One number is all that is asked for: the number of lines below that hold the string "sizing".

Collected data entries |
· · · · · · ·
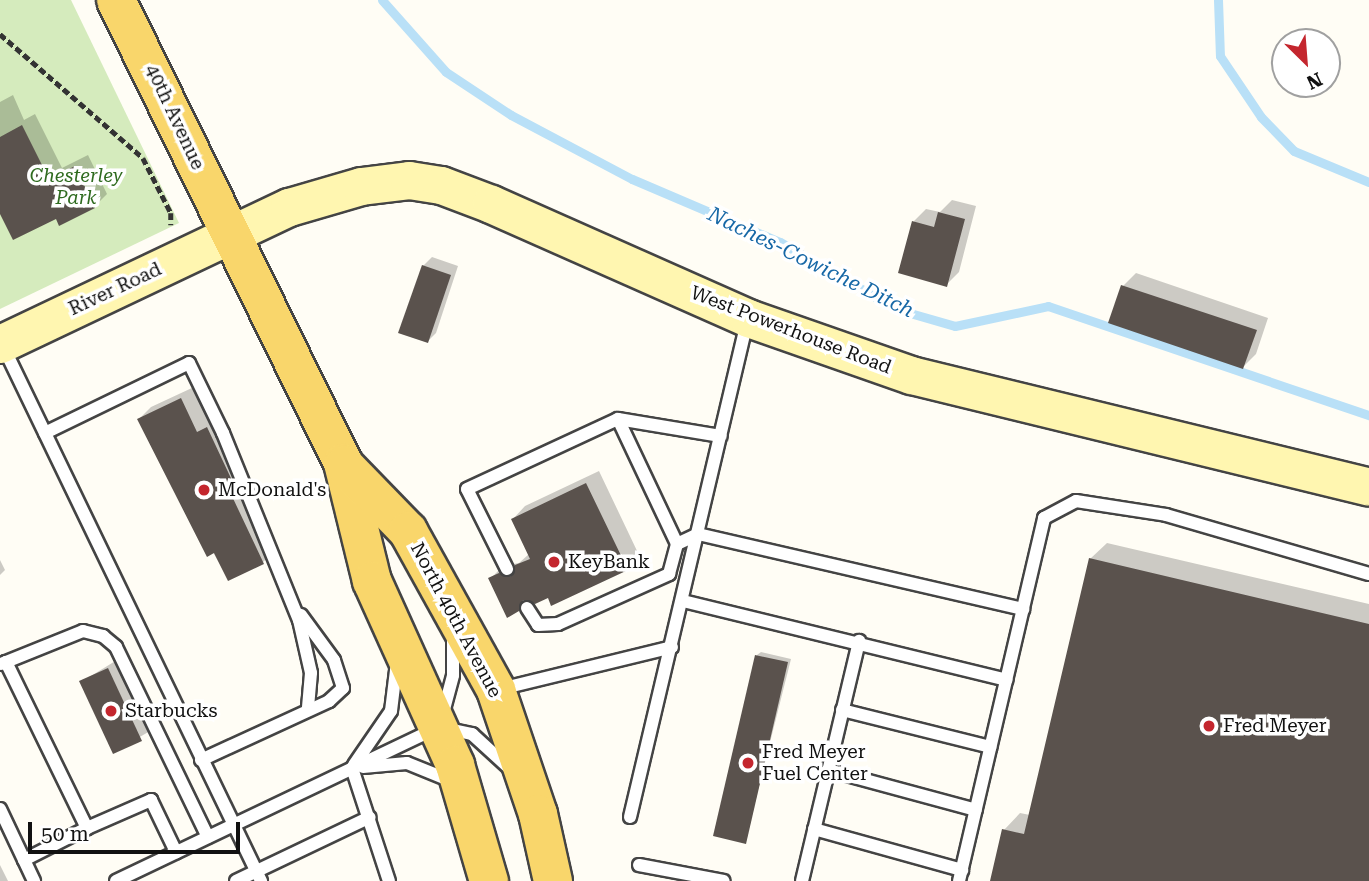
<!DOCTYPE html>
<html>
<head>
<meta charset="utf-8">
<style>
  body { margin:0 }
  #map { position:relative; width:1369px; height:881px; overflow:hidden; background:#fffdf5; font-family:"Roboto Serif",serif }
  div>[style] { position:absolute }
  .green>* { inset:0; background:#d5ebbd }
  .shadow>* { inset:0; background:#0003 }
  .stream>* { height:9px; margin:-4.5px; padding:0 4.5px; transform-origin:4.5px; border-radius:4.5px; background:#b9e0f7 }
  .building>* { inset:0; background:#5a524d }
  .path>* { height:4.5px; margin-top:-2.25px; transform-origin:0; background:repeating-linear-gradient(90deg,#333 0 7px,transparent 0 10.5px) }
  .roads { filter:drop-shadow(2px 0 #444) drop-shadow(-2px 0 #444) drop-shadow(0 2px #444) drop-shadow(0 -2px #444) }
  .lane>* { height:12px; margin:-6px; padding:0 6px; transform-origin:6px; border-radius:6px; background:#fff }
  .secondary>* { height:37px; margin:-18.5px; padding:0 18.5px; transform-origin:18.5px; border-radius:18.5px; background:#fff6b0 }
  .primary>* { height:38px; margin:-19px; padding:0 19px; transform-origin:19px; border-radius:19px; background:#f9d66b }
  .dots>* { width:19px; height:19px; translate:-50% -50%; box-sizing:border-box; border:4px solid #fff; border-radius:50% }
  span { translate:-50% -50%; white-space:nowrap; text-align:center; line-height:1.15; -webkit-text-stroke:7px #fff; paint-order:stroke }
  .street-label { font-size:19px; color:#111 }
  .park-label { font-size:19px; color:#2f6b1f; font-style:italic }
  .poi-label { font-size:19px; color:#111 }
  .left { translate:0 -50%; text-align:left }
  .water-label { font-size:21px; color:#1768a6; font-style:italic }
  .north { position:absolute; left:1271px; top:28px; width:70px; height:70px; box-sizing:border-box; background:#fff; border:2px solid #a0a0a0; border-radius:50%; rotate:155deg; font-size:19px; font-weight:700; line-height:28px; text-align:center; color:#111 }
  .north::after { content:''; display:block; margin:auto; width:24px; height:32px; background:#c4262e; clip-path:polygon(50% 0,100% 100%,50% 72%,0 100%) }
  .scale { position:absolute; left:28px; top:822px; width:212px; height:32px; box-sizing:border-box; border:4px solid #111; border-top:0; padding-left:9px; font-size:21px; line-height:24px; white-space:nowrap; color:#111; -webkit-text-stroke:5px #fff; paint-order:stroke }
</style>
</head>
<body>
<div id="map">
  <div class="green">
    <i style="clip-path:polygon(0 0,71px 0,179px 223px,0 309px)"></i>
  </div>
  <div class="shadow">
    <i style="clip-path:polygon(13px 95px,24px 120px,35px 114px,62px 168px,88px 155px,107px 194px,94px 207px,56px 217px,0 210px,0 102px)"></i>
    <i style="clip-path:polygon(952px 200px,976px 206px,959px 272px,946px 285px,914px 221px,926px 209px,940px 212px)"></i>
    <i style="clip-path:polygon(432px 257px,458px 266px,436px 333px,428px 341px,423px 266px)"></i>
    <i style="clip-path:polygon(1136px 273px,1268px 318px,1256px 354px,1243px 367px,1110px 322px,1123px 286px)"></i>
    <i style="clip-path:polygon(194px 387px,210px 421px,220px 416px,248px 475px,243px 480px,276px 550px,263px 562px,228px 579px,139px 419px,151px 407px)"></i>
    <i style="clip-path:polygon(599px 471px,639px 555px,627px 568px,528px 600px,518px 610px,490px 579px,503px 566px,519px 563px,529px 554px,513px 519px,525px 506px)"></i>
    <i style="clip-path:polygon(1107px 543px,1369px 604px,1369px 881px,1006px 881px,1004px 830px,1020px 813px,1030px 815px,1090px 559px)"></i>
    <i style="clip-path:polygon(0 560px,5px 570px,0 575px)"></i>
    <i style="clip-path:polygon(761px 652px,791px 659px,745px 842px,757px 655px)"></i>
    <i style="clip-path:polygon(117px 660px,150px 731px,114px 752px,81px 682px)"></i>
    <i style="clip-path:polygon(0 865px,8px 881px,0 881px)"></i>
  </div>
  <div class="stream">
    <i style="left:382px;top:0;width:96px;rotate:48.4deg"></i>
    <i style="left:446px;top:72px;width:78px;rotate:33.5deg"></i>
    <i style="left:511px;top:115px;width:137px;rotate:27.9deg"></i>
    <i style="left:632px;top:179px;width:161px;rotate:23.1deg"></i>
    <i style="left:780px;top:242px;width:134px;rotate:30deg"></i>
    <i style="left:896px;top:309px;width:61px;rotate:16.1deg"></i>
    <i style="left:955px;top:326px;width:95px;rotate:-12.1deg"></i>
    <i style="left:1048px;top:306px;width:339px;rotate:18.8deg"></i>
    <i style="left:1218px;top:0;width:56px;rotate:88deg"></i>
    <i style="left:1220px;top:56px;width:73px;rotate:56.1deg"></i>
    <i style="left:1261px;top:117px;width:47px;rotate:45.9deg"></i>
    <i style="left:1294px;top:151px;width:81px;rotate:22.5deg"></i>
  </div>
  <div class="building">
    <i style="clip-path:polygon(22px 125px,49px 179px,75px 166px,95px 208px,59px 226px,56px 219px,13px 240px,0 214px,0 137px)"></i>
    <i style="clip-path:polygon(938px 212px,965px 219px,947px 287px,898px 273px,912px 221px,934px 227px)"></i>
    <i style="clip-path:polygon(422px 265px,451px 275px,428px 343px,398px 333px)"></i>
    <i style="clip-path:polygon(1121px 285px,1257px 330px,1243px 369px,1108px 323px)"></i>
    <i style="clip-path:polygon(181px 398px,197px 432px,207px 427px,236px 489px,230px 492px,264px 564px,228px 581px,214px 553px,207px 557px,137px 419px)"></i>
    <i style="clip-path:polygon(586px 483px,628px 570px,551px 606px,548px 598px,535px 604px,523px 600px,519px 611px,507px 618px,488px 578px,499px 573px,510px 577px,515px 565px,530px 559px,511px 519px)"></i>
    <i style="clip-path:polygon(1089px 558px,1369px 624px,1369px 881px,990px 881px,1002px 829px,1024px 834px)"></i>
    <i style="clip-path:polygon(755px 655px,788px 662px,746px 844px,713px 836px)"></i>
    <i style="clip-path:polygon(108px 668px,142px 741px,113px 754px,79px 681px)"></i>
  </div>
  <div class="path">
    <i style="left:0;top:34px;width:189px;rotate:40.9deg"></i>
    <i style="left:143px;top:158px;width:62px;rotate:63deg"></i>
    <i style="left:171px;top:213px;width:12px;rotate:90deg"></i>
  </div>
  <div class="roads">
    <div class="lane">
      <i style="left:3px;top:346px;width:594px;rotate:64.25deg"></i>
      <i style="left:618px;top:419px;width:104px;rotate:9.4deg"></i>
      <i style="left:45px;top:433px;width:160px;rotate:-25.9deg"></i>
      <i style="left:189px;top:363px;width:78px;rotate:64.1deg"></i>
      <i style="left:223px;top:433px;width:202px;rotate:67.9deg"></i>
      <i style="left:299px;top:620px;width:54px;rotate:77.2deg"></i>
      <i style="left:311px;top:673px;width:37px;rotate:95deg"></i>
      <i style="left:507px;top:569px;width:89px;rotate:-116.6deg"></i>
      <i style="left:467px;top:489px;width:166px;rotate:-24.9deg"></i>
      <i style="left:618px;top:419px;width:138px;rotate:64.7deg"></i>
      <i style="left:677px;top:544px;width:23px;rotate:-25deg"></i>
      <i style="left:698px;top:534px;width:334px;rotate:13deg"></i>
      <i style="left:683px;top:601px;width:333px;rotate:13.7deg"></i>
      <i style="left:527px;top:608px;width:20px;rotate:57deg"></i>
      <i style="left:538px;top:625px;width:20px;rotate:-3deg"></i>
      <i style="left:558px;top:624px;width:122px;rotate:-24.2deg"></i>
      <i style="left:669px;top:574px;width:31px;rotate:-75deg"></i>
      <i style="left:6px;top:662px;width:83px;rotate:-21.9deg"></i>
      <i style="left:83px;top:631px;width:21px;rotate:14deg"></i>
      <i style="left:103px;top:636px;width:17px;rotate:40deg"></i>
      <i style="left:116px;top:647px;width:211px;rotate:64.2deg"></i>
      <i style="left:1px;top:664px;width:5px;rotate:-22deg"></i>
      <i style="left:6px;top:662px;width:185px;rotate:64deg"></i>
      <i style="left:87px;top:828px;width:70px;rotate:-23.6deg"></i>
      <i style="left:151px;top:800px;width:58px;rotate:64.3deg"></i>
      <i style="left:500px;top:689px;width:177px;rotate:-13.7deg"></i>
      <i style="left:842px;top:710px;width:153px;rotate:14deg"></i>
      <i style="left:443px;top:713px;width:39px;rotate:-75deg"></i>
      <i style="left:453px;top:675px;width:37px;rotate:-90deg"></i>
      <i style="left:201px;top:760px;width:141px;rotate:-24.7deg"></i>
      <i style="left:329px;top:701px;width:19px;rotate:-43deg"></i>
      <i style="left:343px;top:688px;width:29px;rotate:-108deg"></i>
      <i style="left:334px;top:660px;width:56px;rotate:-126.3deg"></i>
      <i style="left:354px;top:765px;width:65px;rotate:-55.6deg"></i>
      <i style="left:391px;top:711px;width:49px;rotate:-83deg"></i>
      <i style="left:363px;top:767px;width:44px;rotate:-5.2deg"></i>
      <i style="left:407px;top:763px;width:45px;rotate:22deg"></i>
      <i style="left:352px;top:768px;width:119px;rotate:71.9deg"></i>
      <i style="left:828px;top:770px;width:153px;rotate:15.1deg"></i>
      <i style="left:0;top:809px;width:80px;rotate:64.7deg"></i>
      <i style="left:630px;top:817px;width:509px;rotate:-76.7deg"></i>
      <i style="left:814px;top:829px;width:154px;rotate:15.5deg"></i>
      <i style="left:24px;top:860px;width:71px;rotate:-26.9deg"></i>
      <i style="left:639px;top:865px;width:86px;rotate:10.7deg"></i>
      <i style="left:116px;top:881px;width:358px;rotate:-25.5deg"></i>
      <i style="left:439px;top:727px;width:34px;rotate:12deg"></i>
      <i style="left:472px;top:734px;width:49px;rotate:42.5deg"></i>
      <i style="left:236px;top:881px;width:148px;rotate:-25.5deg"></i>
      <i style="left:802px;top:881px;width:247px;rotate:-76.6deg"></i>
      <i style="left:959px;top:881px;width:373px;rotate:-76.8deg"></i>
      <i style="left:1044px;top:518px;width:36px;rotate:-28deg"></i>
      <i style="left:1076px;top:501px;width:91px;rotate:8.8deg"></i>
      <i style="left:1166px;top:515px;width:211px;rotate:16.2deg"></i>
    </div>
    <div class="secondary">
      <i style="left:0;top:344px;width:320px;rotate:-25.4deg"></i>
      <i style="left:289px;top:207px;width:75px;rotate:-16.3deg"></i>
      <i style="left:361px;top:186px;width:48px;rotate:-7.1deg"></i>
      <i style="left:409px;top:180px;width:32px;rotate:9deg"></i>
      <i style="left:441px;top:185px;width:53px;rotate:20.8deg"></i>
      <i style="left:491px;top:204px;width:281px;rotate:23.9deg"></i>
      <i style="left:748px;top:318px;width:173px;rotate:19.3deg"></i>
      <i style="left:911px;top:375px;width:471px;rotate:13.7deg"></i>
    </div>
    <div class="primary">
      <i style="left:116px;top:0;width:516px;rotate:63.88deg"></i>
      <i style="left:343px;top:463px;width:122px;rotate:76.2deg"></i>
      <i style="left:372px;top:581px;width:202px;rotate:65.7deg"></i>
      <i style="left:455px;top:765px;width:121px;rotate:73.7deg"></i>
      <i style="left:344px;top:465px;width:92px;rotate:45.9deg"></i>
      <i style="left:408px;top:531px;width:182px;rotate:61deg"></i>
      <i style="left:496px;top:690px;width:131px;rotate:71.3deg"></i>
      <i style="left:538px;top:814px;width:69px;rotate:77.4deg"></i>
    </div>
  </div>
  <div class="dots">
    <i style="left:204px;top:490px;background:#c4262e"></i>
    <i style="left:554px;top:562px;background:#c4262e"></i>
    <i style="left:111px;top:711px;background:#c4262e"></i>
    <i style="left:1209px;top:726px;background:#c4262e"></i>
    <i style="left:748px;top:763px;background:#c4262e"></i>
  </div>
  <div class="street-label">
    <span style="left:175px;top:117px;rotate:65deg">40th Avenue</span>
    <span style="left:115px;top:289px;rotate:-25deg">River Road</span>
    <span style="left:791px;top:330px;rotate:21deg">West Powerhouse Road</span>
    <span style="left:456px;top:620px;rotate:62deg">North 40th Avenue</span>
  </div>
  <div class="park-label">
    <span style="left:76px;top:187px">Chesterley<br>Park</span>
  </div>
  <div class="poi-label">
    <span class="left" style="left:218px;top:490px">McDonald's</span>
    <span class="left" style="left:568px;top:562px">KeyBank</span>
    <span class="left" style="left:125px;top:711px">Starbucks</span>
    <span class="left" style="left:1223px;top:726px">Fred Meyer</span>
    <span class="left" style="left:762px;top:763px">Fred Meyer<br>Fuel Center</span>
  </div>
  <div class="water-label">
    <span style="left:811px;top:262px;rotate:26deg">Naches-Cowiche Ditch</span>
  </div>
  <div class="north">N</div>
  <div class="scale">50 m</div>
</div>
</body>
</html>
· · · · · · ·
SOLUTION FOR THIS TASK | 3